ABOUT THIS TASK ▸
Every line of the entries that holds the word "Elevation" is to be copied.

EXCERPTED RECORDS Block Start

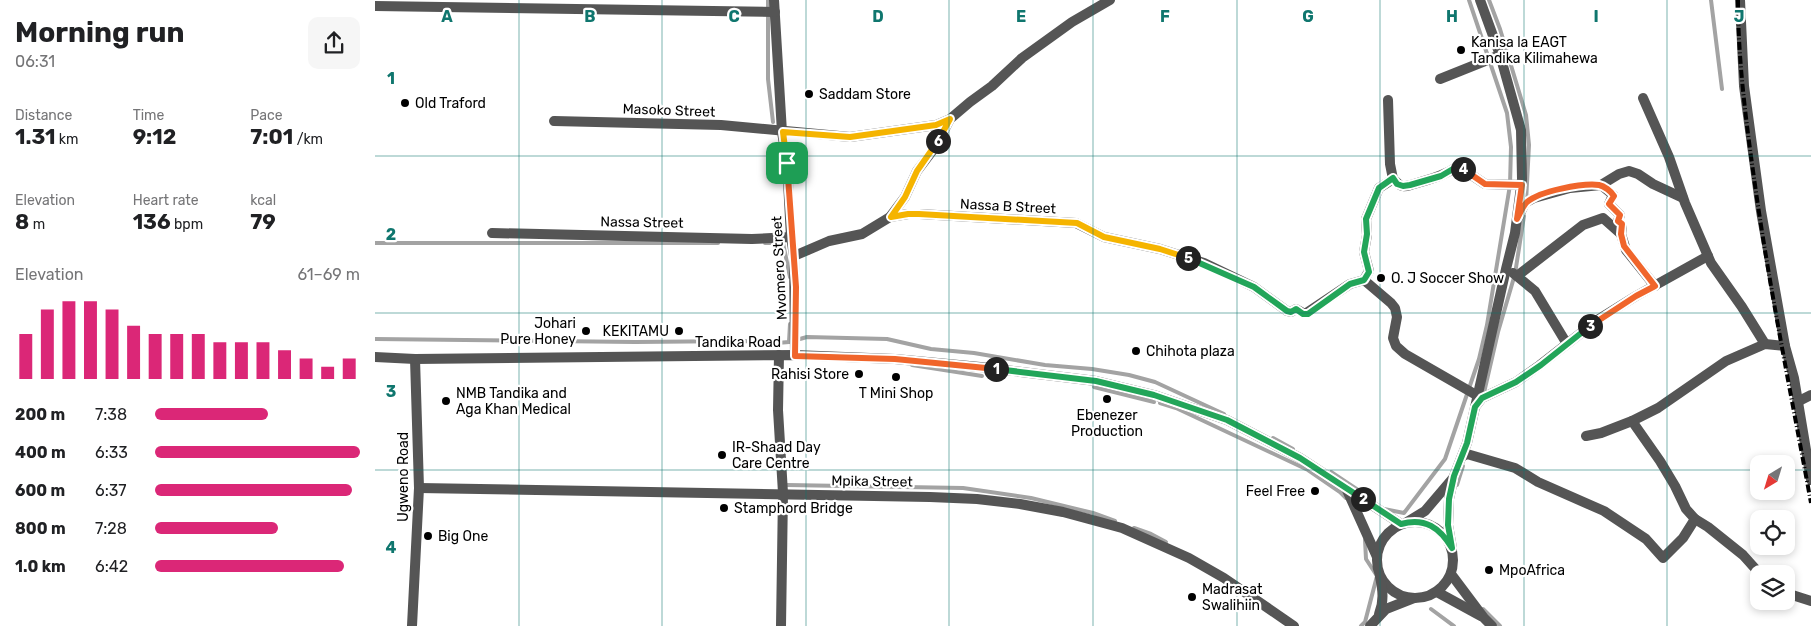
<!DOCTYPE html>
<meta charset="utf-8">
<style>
body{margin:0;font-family:Rubik,sans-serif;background:#f6f6f6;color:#202124;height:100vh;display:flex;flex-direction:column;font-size:19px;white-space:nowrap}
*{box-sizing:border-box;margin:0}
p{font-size:16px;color:#757577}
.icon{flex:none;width:28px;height:28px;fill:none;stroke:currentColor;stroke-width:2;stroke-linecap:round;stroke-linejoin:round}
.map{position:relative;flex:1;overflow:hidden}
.side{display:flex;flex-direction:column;background:#fff;width:375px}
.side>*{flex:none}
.needle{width:32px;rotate:218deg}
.fabs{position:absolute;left:1375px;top:455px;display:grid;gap:10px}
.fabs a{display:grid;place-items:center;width:45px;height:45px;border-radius:10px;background:#fff;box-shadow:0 2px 8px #0003;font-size:25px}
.pin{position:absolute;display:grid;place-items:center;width:42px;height:42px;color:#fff;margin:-21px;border-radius:10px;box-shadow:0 2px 8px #0006}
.km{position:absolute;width:25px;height:25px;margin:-12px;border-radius:50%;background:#222;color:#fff;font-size:14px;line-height:25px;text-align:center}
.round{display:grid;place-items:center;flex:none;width:52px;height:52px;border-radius:10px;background:#f6f6f6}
.head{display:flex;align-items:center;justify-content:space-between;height:85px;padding:0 15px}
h1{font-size:28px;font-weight:700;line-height:38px}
.figures{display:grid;grid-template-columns:repeat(3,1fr);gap:8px;height:85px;padding:5px 15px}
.figures div{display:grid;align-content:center}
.figures b{font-size:21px;font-weight:700}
.figures small{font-size:14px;font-weight:400}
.figures p{font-size:14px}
.chart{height:140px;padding:10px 15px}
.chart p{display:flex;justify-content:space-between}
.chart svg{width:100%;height:90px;margin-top:5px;stroke:#db2777;stroke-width:6}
ul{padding:0 15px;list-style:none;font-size:16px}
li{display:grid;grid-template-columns:80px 60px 1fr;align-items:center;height:38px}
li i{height:12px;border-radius:6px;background:#db2777}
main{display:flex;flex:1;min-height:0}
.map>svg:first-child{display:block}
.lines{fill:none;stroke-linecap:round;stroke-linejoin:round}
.stream{stroke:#a3a3a3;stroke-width:4}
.minor{stroke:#555;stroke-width:10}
.tertiary{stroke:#555;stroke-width:10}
.rail{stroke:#000;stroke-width:4;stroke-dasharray:8 2.5 1 2.5;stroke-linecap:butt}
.split-1-casing{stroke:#fff;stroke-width:10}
.split-2-casing{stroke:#fff;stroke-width:10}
.split-3-casing{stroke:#fff;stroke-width:10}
.split-4-casing{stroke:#fff;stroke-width:10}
.split-5-casing{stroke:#fff;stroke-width:10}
.split-6-casing{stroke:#fff;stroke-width:10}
.split-7-casing{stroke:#fff;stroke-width:10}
.split-1{stroke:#f0652b;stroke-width:6}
.split-2{stroke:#22a559;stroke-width:6}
.split-3{stroke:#22a559;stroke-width:6}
.split-4{stroke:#f0652b;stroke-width:6}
.split-5{stroke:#22a559;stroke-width:6}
.split-6{stroke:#f5b400;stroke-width:6}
.split-7{stroke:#f5b400;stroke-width:6}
.grid{fill:none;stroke:#0f766e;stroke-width:1;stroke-opacity:0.55}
.poi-dot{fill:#000;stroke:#fff;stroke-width:2}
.labels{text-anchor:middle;stroke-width:4.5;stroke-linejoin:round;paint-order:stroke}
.poi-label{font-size:14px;fill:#000;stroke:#fff;text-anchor:start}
.street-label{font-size:14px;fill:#000;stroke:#fff}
.grid-label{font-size:16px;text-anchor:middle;font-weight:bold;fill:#0f766e;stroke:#fff;stroke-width:4.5;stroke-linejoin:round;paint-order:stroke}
</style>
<main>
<section class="side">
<div class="head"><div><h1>Morning run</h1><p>06:31</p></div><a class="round"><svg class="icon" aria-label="share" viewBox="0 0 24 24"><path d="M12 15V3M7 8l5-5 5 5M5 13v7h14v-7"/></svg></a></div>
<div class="figures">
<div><p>Distance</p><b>1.31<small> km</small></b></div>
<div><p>Time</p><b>9:12</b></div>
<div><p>Pace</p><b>7:01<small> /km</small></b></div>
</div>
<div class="figures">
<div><p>Elevation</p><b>8<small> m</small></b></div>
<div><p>Heart rate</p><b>136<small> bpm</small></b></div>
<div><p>kcal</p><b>79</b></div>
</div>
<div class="chart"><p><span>Elevation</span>61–69 m</p>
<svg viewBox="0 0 160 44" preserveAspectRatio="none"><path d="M5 44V22M15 44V10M25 44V6M35 44V6M45 44V10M55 44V18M65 44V22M75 44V22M85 44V22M95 44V26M105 44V26M115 44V26M125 44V30M135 44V34M145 44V38M155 44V34"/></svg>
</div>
<ul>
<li><b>200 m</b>7:38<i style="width:55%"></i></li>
<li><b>400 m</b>6:33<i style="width:100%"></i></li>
<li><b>600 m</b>6:37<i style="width:96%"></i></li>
<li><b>800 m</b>7:28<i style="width:60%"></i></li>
<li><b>1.0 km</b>6:42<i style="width:92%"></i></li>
</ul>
</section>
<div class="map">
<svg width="1436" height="626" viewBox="0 0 1436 626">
<rect width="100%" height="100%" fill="#fff"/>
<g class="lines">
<g class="stream">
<path d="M 393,0 L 393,79 L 398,122"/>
<path d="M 1114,0 L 1125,29 L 1151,115 L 1154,145 L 1151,202"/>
<path d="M 1336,0 L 1347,89"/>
<path d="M 0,243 L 343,243"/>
<path d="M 390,243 L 408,243 L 415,277"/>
<path d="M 0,339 L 260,342 L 367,341 L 402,343 L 414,342 L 432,337 L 512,339 L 556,349 L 599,353 L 670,365 L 717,369 L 754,375 L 780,382 L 849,414"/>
<path d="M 414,342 L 415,324"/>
<path d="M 537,365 L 607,376"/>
<path d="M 719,387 L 779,402"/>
<path d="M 1108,397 L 1123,332 L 1140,274 L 1149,216"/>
<path d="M 785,403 L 801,408 L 933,470 L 965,492 L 971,498"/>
<path d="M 898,438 L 918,449"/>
<path d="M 956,472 L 983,490"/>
<path d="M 412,485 L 588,488 L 656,498 L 718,513 L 740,521"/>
<path d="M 1082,485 L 1088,466"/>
<path d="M 1009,509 L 1029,513 L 1070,459 L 1104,359 L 1112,325 L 1135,185 L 1136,147 L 1132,113 L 1094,0"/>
<path d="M 759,528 L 776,534 L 791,542"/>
<path d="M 1056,609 L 1079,626"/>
<path d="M 1108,609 L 1125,626"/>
<path d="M 986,626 L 990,622 L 1002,576 L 991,559 L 990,540"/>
</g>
<g class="minor">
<path d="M 399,0 L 407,132 L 412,163 L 416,237 L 419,256 L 420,355"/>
<path d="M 1365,0 L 1369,86 L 1386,211 L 1410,346 L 1419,378 L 1436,480"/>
<path d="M 0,6 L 400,12"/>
<path d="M 1065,79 L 1125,55"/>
<path d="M 1268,98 L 1294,157 L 1310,203 L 1336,263 L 1367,307 L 1390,344"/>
<path d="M 179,121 L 346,125 L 475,137 L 561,125 L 575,119 L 595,102 L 617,86 L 647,58 L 697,22 L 735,0"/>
<path d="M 1018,179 C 1021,181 1023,185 1027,186 C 1031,187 1035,185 1039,184 C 1055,179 1069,176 1083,166 L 1110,184 L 1147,185"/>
<path d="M 1226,185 L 1238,195 L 1234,204 L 1245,215 L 1243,221 L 1247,227 L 1246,234"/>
<path d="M 515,217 L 533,214 L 545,214 L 701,223 L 729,237 L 785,249 L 829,263 L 879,287 L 912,311 L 916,312 L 921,309 L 930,314 L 975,284 L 989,280 L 994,271 L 989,252 L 992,235 L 991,219 L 1004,188 L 1018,179 L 1015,164 L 1013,100"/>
<path d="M 1143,218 L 1150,203 L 1159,198 L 1195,188 L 1226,185 L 1244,174 L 1254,171 L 1263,174 L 1278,184 L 1308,198"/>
<path d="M 117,233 L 377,239 L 416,237"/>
<path d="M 419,256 L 454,241 L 487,234 L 515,217 L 530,197 L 542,171 L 561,146 L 575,119"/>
<path d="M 1138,273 L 1160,291 L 1192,344"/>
<path d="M 1142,276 L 1208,225 L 1228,218 L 1246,234 L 1251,250 L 1280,286"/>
<path d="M 989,280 L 1016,303 L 1020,308 L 1022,317 L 1018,338 L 1021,346 L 1030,354 L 1103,396"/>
<path d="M 404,355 L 403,410 L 408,493 L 406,626"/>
<path d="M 1422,402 L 1436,395"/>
<path d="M 1100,407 L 1107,398 L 1141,382 L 1165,365 L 1224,319 L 1261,296 L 1333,256"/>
<path d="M 1257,421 L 1285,461 L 1300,486 L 1311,509 L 1320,519 L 1333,527 L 1368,555 L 1385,574"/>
<path d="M 1211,436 L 1226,433 L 1257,421 L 1283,408 L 1351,361 L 1390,344 L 1410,346"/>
<path d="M 1088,456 L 1092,454 L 1140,468 L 1163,482 L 1229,511 L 1271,539 L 1288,558 L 1308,538 L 1320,519"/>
<path d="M 44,488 L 555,497 L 602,499 L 645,504 L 688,512 L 747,528 L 814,558 L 849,578 L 919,626"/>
<path d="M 1411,593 L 1436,601"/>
<path d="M 37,626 L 44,488 L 40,359"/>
</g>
<g class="tertiary">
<path d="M 0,357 L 40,359 L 420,355 L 520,359 L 605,367 L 721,381 L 779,395 L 852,420 L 925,458 L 1026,524"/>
<path d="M 971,488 L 1002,557"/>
<path d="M 1032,522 L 1050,511 L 1079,477"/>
<circle cx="1040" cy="560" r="38"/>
<path d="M 1077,548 L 1073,525 L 1074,499 L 1079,476 L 1092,443 L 1131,269 L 1140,233 L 1147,179 L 1146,130 L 1125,55 L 1105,0"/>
<path d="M 1076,574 L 1109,618 L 1117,626"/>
<path d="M 1062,592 L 1106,616"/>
<path d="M 1004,614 C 1009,601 1008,591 1005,577"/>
<path d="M 995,626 L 1011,609 L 1039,598"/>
</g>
<path class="rail" d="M 1363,0 C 1363,64 1372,129 1381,192 C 1396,296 1417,399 1436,503"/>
</g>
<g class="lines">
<g class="split-1-casing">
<path id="split-1" d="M 412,163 L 421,287 L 420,356 L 520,359 L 621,369"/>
</g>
<g class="split-2-casing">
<path id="split-2" d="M 621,369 L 721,381 L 779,395 L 852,420 L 925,458 L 988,499"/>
</g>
<g class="split-3-casing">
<path id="split-3" d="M 988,499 L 1026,524 C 1050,517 1065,528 1077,548 L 1073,525 L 1074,499 L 1079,476 L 1092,443 L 1100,407 L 1107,398 L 1141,382 L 1166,365 L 1215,326"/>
</g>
<g class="split-4-casing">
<path id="split-4" d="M 1088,169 L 1110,184 L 1147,185 L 1142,219 C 1145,213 1148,206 1152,202 C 1165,191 1207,183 1224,185 C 1229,186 1236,191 1239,196 L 1234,204 L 1245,215 L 1243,221 L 1247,224 L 1246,234 L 1249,246 L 1280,286 L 1261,296 L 1215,326"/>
</g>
<g class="split-5-casing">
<path id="split-5" d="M 813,258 L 879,287 L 912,311 L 916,312 L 921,309 L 928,314 L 933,314 L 975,284 L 989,280 L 994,272 L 989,252 L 992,234 L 991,219 L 1004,188 L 1018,178 L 1022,184 L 1028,186 L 1035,185 L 1066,176 L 1083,166 L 1088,169"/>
</g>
<g class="split-6-casing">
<path id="split-6" d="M 563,141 L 542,171 L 530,197 L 516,217 L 533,214 L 544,214 L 702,223 L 729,237 L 785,249 L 813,258"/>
</g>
<g class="split-7-casing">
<path id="split-7" d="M 412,163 L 408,132 L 475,137 L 561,125 L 575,119 L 563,141"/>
</g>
<use href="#split-1" class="split-1"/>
<use href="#split-2" class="split-2"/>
<use href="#split-3" class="split-3"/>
<use href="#split-4" class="split-4"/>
<use href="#split-5" class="split-5"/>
<use href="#split-6" class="split-6"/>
<use href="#split-7" class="split-7"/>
</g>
<path class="grid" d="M 144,0 L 144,626M 287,0 L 287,626M 431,0 L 431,626M 574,0 L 574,626M 718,0 L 718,626M 862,0 L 862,626M 1005,0 L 1005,626M 1149,0 L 1149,626M 1292,0 L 1292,626M 0,156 L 1436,156M 0,313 L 1436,313M 0,470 L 1384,470M 1411,470 L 1436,470"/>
<g class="poi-dot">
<circle cx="1086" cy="50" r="5"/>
<circle cx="434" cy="94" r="5"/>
<circle cx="30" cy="103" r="5"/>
<circle cx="1006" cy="278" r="5"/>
<circle cx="211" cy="331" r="5"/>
<circle cx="304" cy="331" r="5"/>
<circle cx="761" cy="351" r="5"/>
<circle cx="484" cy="374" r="5"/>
<circle cx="521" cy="377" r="5"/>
<circle cx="732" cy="399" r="5"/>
<circle cx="71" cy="401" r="5"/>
<circle cx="347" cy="455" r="5"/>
<circle cx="940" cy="491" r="5"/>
<circle cx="349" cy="508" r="5"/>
<circle cx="53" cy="536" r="5"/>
<circle cx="1114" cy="570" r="5"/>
<circle cx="817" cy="597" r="5"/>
</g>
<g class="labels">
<g class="poi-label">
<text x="1096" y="47">Kanisa la EAGT<tspan x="1096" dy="16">Tandika Kilimahewa</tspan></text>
<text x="444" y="99">Saddam Store</text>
<text x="40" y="108">Old Traford</text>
<text x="1016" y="283">O. J Soccer Show</text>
<text x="201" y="328" text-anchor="end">Johari<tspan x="201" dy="16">Pure Honey</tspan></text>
<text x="294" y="336" text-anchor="end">KEKITAMU</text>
<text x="771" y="356">Chihota plaza</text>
<text x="474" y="379" text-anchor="end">Rahisi Store</text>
<text x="81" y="398">NMB Tandika and<tspan x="81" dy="16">Aga Khan Medical</tspan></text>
<text x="521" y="398" text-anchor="middle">T Mini Shop</text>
<text x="732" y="420" text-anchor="middle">Ebenezer<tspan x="732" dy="16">Production</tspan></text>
<text x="357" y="452">IR-Shaad Day<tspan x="357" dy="16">Care Centre</tspan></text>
<text x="930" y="496" text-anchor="end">Feel Free</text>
<text x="359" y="513">Stamphord Bridge</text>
<text x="63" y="541">Big One</text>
<text x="1124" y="575">MpoAfrica</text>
<text x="827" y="594">Madrasat<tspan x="827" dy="16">Swalihiin</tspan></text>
</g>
<g class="street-label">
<text transform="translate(294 110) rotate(2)" y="5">Masoko Street</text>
<text transform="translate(633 206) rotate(3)" y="5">Nassa B Street</text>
<text transform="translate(267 222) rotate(1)" y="5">Nassa Street</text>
<text transform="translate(404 268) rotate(-93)" y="5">Mvomero Street</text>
<text x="363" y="347">Tandika Road</text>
<text transform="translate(28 477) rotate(-90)" y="5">Ugweno Road</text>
<text transform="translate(497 481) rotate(1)" y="5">Mpika Street</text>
</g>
</g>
<g class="grid-label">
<text x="72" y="22">A</text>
<text x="215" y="22">B</text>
<text x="359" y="22">C</text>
<text x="503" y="22">D</text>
<text x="646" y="22">E</text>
<text x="790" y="22">F</text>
<text x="933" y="22">G</text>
<text x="1077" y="22">H</text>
<text x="1221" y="22">I</text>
<text x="1364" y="22">J</text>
<text x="16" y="84">1</text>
<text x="16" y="240">2</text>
<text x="16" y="397">3</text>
<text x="16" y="553">4</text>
</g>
</svg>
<div class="fabs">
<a><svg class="needle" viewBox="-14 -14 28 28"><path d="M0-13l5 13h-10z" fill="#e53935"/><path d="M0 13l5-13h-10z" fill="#757577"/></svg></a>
<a><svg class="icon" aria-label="locate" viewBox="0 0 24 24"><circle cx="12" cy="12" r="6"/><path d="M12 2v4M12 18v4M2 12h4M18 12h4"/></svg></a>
<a><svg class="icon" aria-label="layers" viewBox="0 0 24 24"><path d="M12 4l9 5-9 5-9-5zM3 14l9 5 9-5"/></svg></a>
</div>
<div class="pin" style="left:412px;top:163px;background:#1e9e55"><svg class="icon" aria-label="arrive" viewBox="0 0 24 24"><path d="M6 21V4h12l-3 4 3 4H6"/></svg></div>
<b class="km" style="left:621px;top:369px">1</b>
<b class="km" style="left:988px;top:499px">2</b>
<b class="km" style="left:1215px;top:326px">3</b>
<b class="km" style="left:1088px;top:169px">4</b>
<b class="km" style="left:813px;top:258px">5</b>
<b class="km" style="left:563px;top:141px">6</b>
</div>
</main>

EXCERPTED RECORDS Block End

WRITTEN ANSWER ▸
<div><p>Elevation</p><b>8<small> m</small></b></div>
<div class="chart"><p><span>Elevation</span>61–69 m</p>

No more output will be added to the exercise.